Lecture 1: Overview and machine organization

» Lecture video (Brown ID required)
» Lecture code
» Post-Lecture Quiz (due 6pm Monday, January 27; optional this time only).

Course overview

Welcome to CS 131 / CSCI 1310: Fundamentals of Computer Systems!

This is a new introductory systems course, developed for this year by these folks.

You can find all details on policies in the missive, and the plan for the semester, including assignment due dates, on the the schedule page. The first labs (Lab 0 and 1) are out today, and Project 1 will be released later today.

We're also trying a new idea: post-lecture quizzes, which replace clicker questions, and allow you to review the lecture material. The first quiz for this lecture is here. These quizzes are graded for completion and are due at 6pm the day before the next lecture.

We will look at topics arranged in four main blocks during the course, building up your understanding across the whole systems stack:

  1. Computer Systems Basics: programming in systems programming languages (C and C++); memory; how code executes; and why machine and memory organization mean that some code runs much faster than other code that implements the same algorithm.
    Project: you will build your own versions of standard library functions and a vector data structure (strvec), and you will develop your own debugging memory allocator, helping you understand common memory bugs in systems programming languages (DMalloc).

  2. Fundamentals of Operating Systems: how your computer runs even buggy or incorrect programs without crashing; how it keeps your secrets in one program safe from others; and how an operating system like Windows, Mac OS X, or Linux works.
    Project: you will implement memory isolation via virtual memory in your own toy operating system (WeensyOS)!

  3. Concurrency and Parallel Programming: how your computer can run multiple programs at the same time; how you can share memory even if running programs on multiple processors; why programming with concurrency is very difficult; and how concurrency is behind almost all major web services today.
    Project: you will implement the server-side component of a peer payment application called "Vunmo", and make it handle requests from many users.

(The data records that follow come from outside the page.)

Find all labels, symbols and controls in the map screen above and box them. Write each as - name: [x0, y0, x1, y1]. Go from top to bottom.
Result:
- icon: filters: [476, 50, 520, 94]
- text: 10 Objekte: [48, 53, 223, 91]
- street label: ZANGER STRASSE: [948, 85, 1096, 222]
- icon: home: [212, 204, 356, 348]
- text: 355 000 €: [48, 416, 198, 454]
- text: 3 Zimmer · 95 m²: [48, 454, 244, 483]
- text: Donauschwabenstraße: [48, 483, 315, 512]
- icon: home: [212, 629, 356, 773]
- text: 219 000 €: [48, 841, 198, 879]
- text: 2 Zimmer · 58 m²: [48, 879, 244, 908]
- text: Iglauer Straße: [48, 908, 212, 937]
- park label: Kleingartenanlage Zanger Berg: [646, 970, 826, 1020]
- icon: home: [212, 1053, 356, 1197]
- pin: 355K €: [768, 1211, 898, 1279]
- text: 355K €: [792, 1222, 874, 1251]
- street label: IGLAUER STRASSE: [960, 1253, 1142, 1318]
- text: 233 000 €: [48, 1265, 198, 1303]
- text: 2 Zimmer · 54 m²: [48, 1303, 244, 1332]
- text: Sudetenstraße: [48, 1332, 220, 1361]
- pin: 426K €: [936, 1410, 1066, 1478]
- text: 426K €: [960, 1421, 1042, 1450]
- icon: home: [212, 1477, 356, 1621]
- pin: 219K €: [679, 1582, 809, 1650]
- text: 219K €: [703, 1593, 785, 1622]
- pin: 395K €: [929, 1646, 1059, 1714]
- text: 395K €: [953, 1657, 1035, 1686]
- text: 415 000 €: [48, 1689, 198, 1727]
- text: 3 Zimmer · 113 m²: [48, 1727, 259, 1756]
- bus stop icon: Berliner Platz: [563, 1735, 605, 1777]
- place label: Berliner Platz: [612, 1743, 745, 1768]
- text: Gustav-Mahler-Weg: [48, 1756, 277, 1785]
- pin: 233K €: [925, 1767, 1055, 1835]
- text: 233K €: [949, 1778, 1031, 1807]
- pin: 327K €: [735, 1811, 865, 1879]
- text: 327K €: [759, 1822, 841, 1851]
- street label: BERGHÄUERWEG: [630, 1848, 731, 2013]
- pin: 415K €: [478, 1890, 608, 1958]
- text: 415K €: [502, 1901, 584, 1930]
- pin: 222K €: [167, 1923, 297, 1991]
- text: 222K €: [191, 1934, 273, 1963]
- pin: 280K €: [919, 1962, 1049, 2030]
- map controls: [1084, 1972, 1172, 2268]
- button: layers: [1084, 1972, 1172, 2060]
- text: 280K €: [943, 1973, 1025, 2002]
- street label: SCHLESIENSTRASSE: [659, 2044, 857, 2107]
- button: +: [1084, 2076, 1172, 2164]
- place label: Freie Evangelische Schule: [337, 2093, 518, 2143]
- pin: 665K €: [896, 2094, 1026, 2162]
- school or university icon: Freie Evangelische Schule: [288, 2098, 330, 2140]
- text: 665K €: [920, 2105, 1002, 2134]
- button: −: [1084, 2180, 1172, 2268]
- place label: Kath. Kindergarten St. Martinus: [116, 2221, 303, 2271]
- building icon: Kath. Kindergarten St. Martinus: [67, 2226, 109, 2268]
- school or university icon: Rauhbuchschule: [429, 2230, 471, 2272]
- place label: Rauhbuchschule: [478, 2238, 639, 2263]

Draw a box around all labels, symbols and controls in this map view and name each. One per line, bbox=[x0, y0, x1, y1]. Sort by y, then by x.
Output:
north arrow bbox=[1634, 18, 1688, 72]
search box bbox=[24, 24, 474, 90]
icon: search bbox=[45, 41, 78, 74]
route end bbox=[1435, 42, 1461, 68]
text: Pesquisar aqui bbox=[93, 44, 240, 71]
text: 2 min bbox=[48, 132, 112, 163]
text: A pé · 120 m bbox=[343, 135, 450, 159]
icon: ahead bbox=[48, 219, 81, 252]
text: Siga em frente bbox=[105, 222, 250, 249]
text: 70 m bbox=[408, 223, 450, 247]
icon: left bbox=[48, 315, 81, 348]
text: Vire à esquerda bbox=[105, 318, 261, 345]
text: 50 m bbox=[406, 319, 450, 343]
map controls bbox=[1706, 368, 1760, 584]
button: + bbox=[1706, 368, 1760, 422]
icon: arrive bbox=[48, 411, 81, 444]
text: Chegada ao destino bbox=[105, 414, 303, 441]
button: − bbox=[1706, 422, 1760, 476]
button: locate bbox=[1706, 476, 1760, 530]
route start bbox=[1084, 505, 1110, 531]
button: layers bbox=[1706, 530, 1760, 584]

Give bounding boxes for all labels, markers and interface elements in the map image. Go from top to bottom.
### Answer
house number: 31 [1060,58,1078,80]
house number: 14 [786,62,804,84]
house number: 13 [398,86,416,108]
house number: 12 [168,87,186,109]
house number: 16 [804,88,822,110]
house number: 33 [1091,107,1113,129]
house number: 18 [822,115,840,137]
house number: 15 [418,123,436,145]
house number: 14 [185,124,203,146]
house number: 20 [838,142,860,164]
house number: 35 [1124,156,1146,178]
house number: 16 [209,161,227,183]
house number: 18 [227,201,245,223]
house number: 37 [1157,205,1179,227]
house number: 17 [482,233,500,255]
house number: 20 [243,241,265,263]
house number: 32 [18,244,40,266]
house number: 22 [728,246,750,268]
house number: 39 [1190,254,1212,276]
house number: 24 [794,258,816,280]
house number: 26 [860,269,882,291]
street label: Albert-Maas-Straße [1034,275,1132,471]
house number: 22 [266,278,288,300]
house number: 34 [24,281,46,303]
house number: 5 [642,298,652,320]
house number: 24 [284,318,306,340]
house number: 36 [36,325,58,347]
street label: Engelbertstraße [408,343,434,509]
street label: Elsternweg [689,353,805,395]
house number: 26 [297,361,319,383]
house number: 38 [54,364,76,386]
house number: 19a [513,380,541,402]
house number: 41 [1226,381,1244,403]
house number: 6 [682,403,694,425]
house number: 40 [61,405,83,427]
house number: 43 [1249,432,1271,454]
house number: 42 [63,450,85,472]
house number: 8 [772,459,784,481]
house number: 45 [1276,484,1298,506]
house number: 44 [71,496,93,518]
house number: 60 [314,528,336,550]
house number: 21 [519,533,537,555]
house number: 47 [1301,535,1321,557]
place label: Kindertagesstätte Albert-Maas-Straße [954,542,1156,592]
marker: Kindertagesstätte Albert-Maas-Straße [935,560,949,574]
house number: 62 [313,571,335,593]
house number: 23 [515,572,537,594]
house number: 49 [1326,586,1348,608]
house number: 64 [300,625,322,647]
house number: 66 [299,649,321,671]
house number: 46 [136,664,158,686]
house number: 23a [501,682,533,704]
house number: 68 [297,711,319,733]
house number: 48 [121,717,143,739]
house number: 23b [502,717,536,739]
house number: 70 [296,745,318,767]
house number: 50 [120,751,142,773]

  4. Distributed Systems: what happens when you use more than one computer and have computers communicate over networks like the Internet; how hundreds of computer can work together to solve problems far too big for one computer; and how programs running distributedly can survive the failure of participating computers.
    Project: you will implement a sharded key-value storage service that can (in principle) scale over hundreds or thousands of machines.

The first block, Computer Systems Basics, begins today. It's about how we represent data and code in terms the computer can understand. But today's lecture is also a teaser lecture, so we'll see the material raise questions that you cannot yet answer (but you will, hopefully, at the end of the course!).

Machine organization

Why are we covering this?
In real-world computing, processor time and memory cost money. Companies like Facebook, Google, or Airbnb spend billions of dollars a year on their computing infrastructure, and constantly buy more servers. Making good use of them demands more than just fast algorithms – a good organization of data in memory can make an algorithm run much faster than a poor one, and save substantial money! To understand why certain data structures are better suited to a task than others, we need to look into how the computer and, in particulary, its memory is organized.

Your computer, in terms of physics, is just some materials: metal, plastic, glass, and silicon. These materials on their own are incredibly dumb, and it's up to us to orchestrate them to achieve a task. Usually, that task is to run a program that implements some abstract idea – for example, the idea of a game, or of an algorithm.

There is an incredible amount of systems infrastructure in our computers to make sure that when you write program code to realize your idea, the right pixels appear on the screen, the right noises come from the speakers, and the right calculations are done. Part of the theme of this course is to better understand how that "magic" infrastructure works.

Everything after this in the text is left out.